### Exercise objective
Take each line below that has "Snack" and copy it.

### Records
:::::

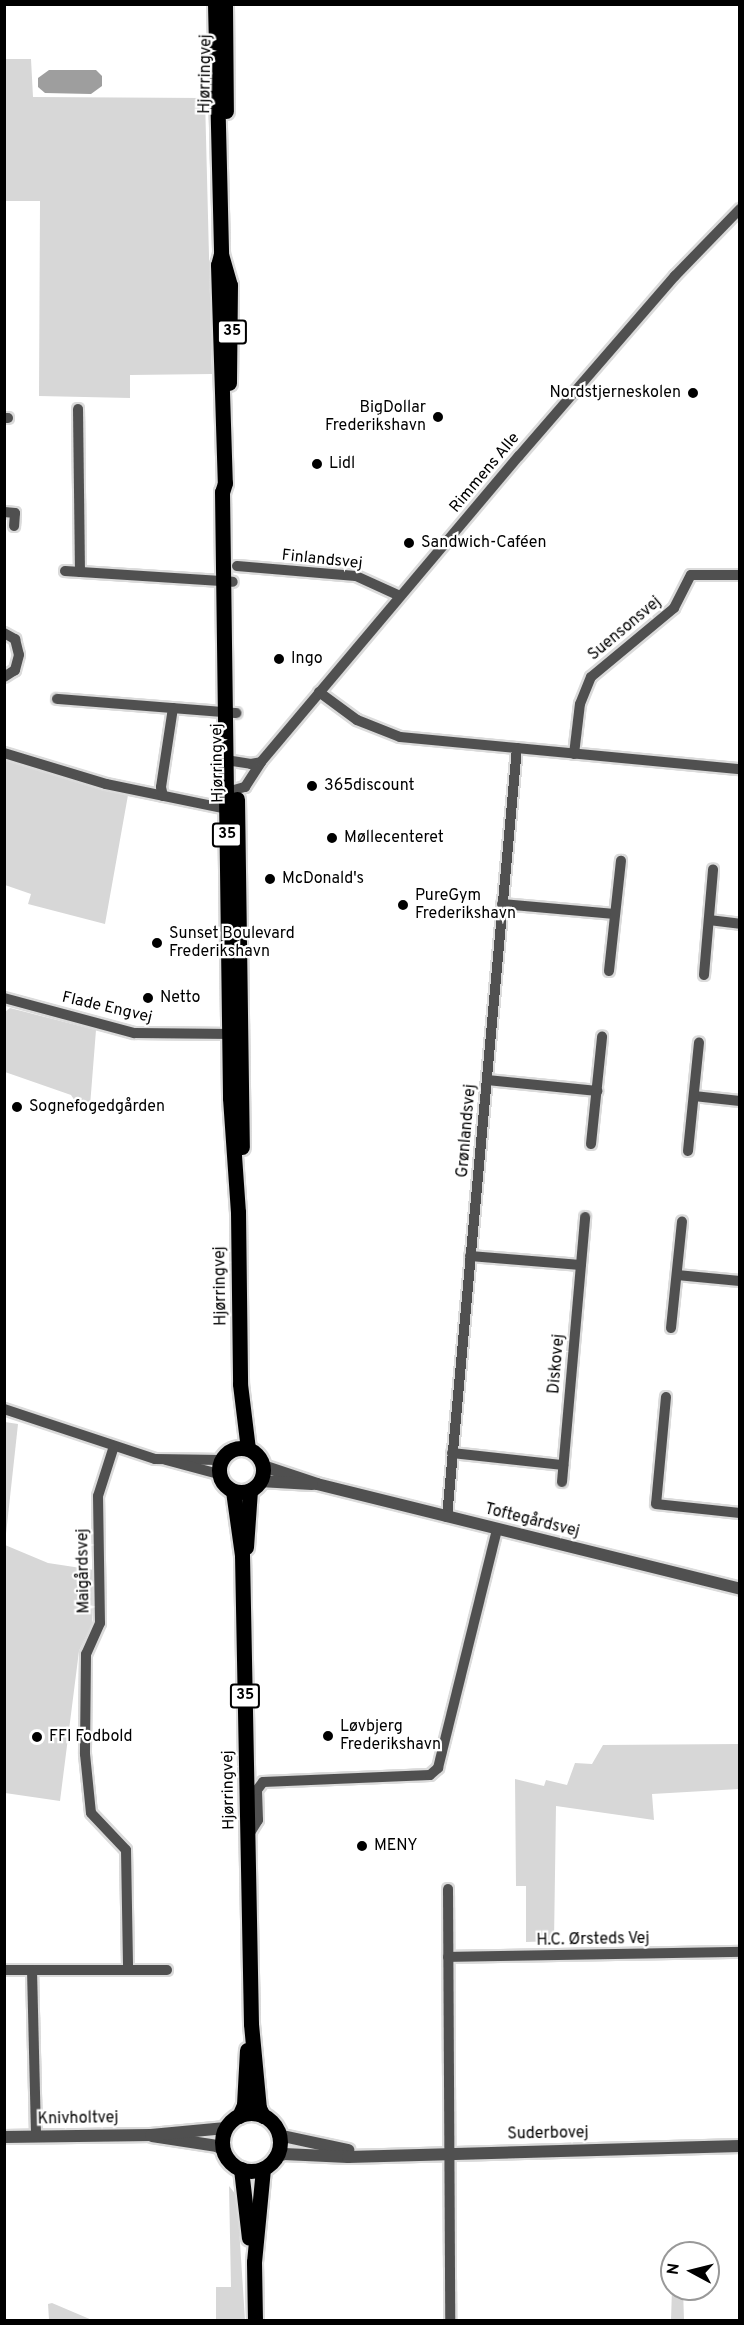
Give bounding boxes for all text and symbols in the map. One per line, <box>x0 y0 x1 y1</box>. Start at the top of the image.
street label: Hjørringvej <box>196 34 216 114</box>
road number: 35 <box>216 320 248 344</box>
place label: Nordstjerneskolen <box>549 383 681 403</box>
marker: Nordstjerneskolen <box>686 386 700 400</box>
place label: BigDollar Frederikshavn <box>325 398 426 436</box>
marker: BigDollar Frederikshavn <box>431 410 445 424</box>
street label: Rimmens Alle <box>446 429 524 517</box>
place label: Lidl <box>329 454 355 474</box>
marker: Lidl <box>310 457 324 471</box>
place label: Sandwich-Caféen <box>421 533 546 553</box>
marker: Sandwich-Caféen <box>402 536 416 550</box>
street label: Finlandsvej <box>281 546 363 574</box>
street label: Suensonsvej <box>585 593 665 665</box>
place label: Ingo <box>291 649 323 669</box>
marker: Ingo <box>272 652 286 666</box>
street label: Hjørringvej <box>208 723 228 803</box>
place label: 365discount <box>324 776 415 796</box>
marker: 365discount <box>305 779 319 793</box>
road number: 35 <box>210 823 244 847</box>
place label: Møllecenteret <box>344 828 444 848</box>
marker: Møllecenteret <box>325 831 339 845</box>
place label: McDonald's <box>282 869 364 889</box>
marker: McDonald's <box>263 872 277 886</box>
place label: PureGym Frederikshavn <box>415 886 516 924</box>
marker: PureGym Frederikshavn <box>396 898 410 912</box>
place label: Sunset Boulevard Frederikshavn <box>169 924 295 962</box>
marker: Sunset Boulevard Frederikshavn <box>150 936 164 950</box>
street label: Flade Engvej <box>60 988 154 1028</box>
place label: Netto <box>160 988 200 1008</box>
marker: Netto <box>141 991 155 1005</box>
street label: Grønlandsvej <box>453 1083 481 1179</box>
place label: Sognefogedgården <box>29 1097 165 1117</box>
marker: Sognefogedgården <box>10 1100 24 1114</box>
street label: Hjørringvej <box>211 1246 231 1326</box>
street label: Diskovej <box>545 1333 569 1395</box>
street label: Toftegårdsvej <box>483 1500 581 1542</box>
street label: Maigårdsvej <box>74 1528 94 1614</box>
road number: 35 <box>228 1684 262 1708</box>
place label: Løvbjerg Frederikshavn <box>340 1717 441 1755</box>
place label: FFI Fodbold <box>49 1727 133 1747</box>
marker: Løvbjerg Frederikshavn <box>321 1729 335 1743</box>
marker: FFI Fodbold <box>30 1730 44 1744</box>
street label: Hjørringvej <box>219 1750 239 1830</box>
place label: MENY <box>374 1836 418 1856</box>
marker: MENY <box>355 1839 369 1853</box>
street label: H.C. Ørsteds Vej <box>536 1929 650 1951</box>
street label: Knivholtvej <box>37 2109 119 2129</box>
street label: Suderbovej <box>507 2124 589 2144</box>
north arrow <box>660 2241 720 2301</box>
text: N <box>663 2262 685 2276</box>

:::::

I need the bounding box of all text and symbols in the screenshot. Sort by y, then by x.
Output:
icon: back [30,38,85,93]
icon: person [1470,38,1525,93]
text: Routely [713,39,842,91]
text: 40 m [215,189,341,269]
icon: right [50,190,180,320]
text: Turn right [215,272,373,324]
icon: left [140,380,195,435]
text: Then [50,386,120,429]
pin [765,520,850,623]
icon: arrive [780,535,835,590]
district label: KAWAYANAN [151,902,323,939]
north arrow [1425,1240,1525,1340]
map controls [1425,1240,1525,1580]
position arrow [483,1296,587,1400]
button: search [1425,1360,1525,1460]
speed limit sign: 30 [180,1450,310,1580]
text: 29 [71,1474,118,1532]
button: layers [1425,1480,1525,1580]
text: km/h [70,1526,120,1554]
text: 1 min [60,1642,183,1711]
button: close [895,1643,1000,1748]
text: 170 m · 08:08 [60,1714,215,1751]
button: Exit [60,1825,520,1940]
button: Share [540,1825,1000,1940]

:::::

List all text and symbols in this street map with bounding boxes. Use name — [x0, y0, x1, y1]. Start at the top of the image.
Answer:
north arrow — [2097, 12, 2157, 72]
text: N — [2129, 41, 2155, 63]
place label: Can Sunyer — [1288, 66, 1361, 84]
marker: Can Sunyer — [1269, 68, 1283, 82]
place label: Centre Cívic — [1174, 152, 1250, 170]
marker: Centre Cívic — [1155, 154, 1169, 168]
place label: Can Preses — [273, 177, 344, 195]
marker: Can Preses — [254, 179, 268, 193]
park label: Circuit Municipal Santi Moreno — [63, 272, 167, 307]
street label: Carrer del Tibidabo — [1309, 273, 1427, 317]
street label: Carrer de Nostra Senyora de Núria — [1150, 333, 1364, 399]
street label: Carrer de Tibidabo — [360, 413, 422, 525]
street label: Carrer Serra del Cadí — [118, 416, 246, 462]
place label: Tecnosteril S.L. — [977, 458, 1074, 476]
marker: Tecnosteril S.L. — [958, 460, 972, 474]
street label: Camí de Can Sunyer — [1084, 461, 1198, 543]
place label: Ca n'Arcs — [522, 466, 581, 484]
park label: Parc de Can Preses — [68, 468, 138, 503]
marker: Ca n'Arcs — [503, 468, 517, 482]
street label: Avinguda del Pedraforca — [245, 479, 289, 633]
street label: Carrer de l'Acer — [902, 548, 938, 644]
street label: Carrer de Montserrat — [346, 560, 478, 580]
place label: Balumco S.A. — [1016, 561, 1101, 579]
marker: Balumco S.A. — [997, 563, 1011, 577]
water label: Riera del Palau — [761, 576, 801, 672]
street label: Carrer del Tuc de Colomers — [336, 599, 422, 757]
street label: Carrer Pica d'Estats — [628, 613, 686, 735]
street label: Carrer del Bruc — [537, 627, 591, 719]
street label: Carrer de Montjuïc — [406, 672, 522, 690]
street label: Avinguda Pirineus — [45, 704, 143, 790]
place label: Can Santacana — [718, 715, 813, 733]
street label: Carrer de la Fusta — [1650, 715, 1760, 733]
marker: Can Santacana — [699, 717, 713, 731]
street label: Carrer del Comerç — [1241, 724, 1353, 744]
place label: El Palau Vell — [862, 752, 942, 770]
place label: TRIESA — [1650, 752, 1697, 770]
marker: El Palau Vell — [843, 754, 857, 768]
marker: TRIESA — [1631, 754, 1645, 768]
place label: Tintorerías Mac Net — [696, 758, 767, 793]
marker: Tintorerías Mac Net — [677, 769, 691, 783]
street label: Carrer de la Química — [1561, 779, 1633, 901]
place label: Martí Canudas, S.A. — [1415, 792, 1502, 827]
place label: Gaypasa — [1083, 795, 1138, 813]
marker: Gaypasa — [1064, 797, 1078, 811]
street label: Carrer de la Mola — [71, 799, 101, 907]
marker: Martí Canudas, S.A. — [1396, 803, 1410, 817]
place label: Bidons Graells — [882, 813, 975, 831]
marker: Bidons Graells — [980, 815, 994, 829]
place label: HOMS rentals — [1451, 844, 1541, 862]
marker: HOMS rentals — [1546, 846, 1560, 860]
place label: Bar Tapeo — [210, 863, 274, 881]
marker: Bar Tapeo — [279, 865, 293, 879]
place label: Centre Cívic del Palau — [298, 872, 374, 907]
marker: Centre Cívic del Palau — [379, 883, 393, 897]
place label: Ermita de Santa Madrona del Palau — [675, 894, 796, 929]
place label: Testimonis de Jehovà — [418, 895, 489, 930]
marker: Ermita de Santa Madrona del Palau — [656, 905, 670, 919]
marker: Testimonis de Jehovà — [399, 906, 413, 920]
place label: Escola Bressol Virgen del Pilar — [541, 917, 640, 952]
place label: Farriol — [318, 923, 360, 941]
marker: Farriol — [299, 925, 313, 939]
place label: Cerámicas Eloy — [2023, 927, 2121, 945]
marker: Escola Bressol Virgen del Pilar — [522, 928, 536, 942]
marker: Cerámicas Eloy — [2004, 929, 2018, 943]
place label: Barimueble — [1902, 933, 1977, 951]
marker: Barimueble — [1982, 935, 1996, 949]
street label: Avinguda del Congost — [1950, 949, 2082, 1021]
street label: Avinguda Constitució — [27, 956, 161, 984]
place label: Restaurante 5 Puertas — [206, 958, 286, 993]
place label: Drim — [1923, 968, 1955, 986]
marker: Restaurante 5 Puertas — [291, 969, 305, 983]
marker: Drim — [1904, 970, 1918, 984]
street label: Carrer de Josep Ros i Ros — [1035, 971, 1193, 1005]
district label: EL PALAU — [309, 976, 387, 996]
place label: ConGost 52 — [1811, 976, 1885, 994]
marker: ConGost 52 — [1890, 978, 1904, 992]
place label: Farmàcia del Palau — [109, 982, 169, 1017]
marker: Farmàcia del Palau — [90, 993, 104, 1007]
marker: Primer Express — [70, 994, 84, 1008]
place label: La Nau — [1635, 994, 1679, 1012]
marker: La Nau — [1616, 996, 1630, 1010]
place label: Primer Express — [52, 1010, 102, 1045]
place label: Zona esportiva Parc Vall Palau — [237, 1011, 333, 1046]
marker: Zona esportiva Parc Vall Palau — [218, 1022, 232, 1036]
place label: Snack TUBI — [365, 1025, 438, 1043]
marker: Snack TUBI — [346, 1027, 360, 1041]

:::::

### Response
place label: Snack TUBI — [365, 1025, 438, 1043]
marker: Snack TUBI — [346, 1027, 360, 1041]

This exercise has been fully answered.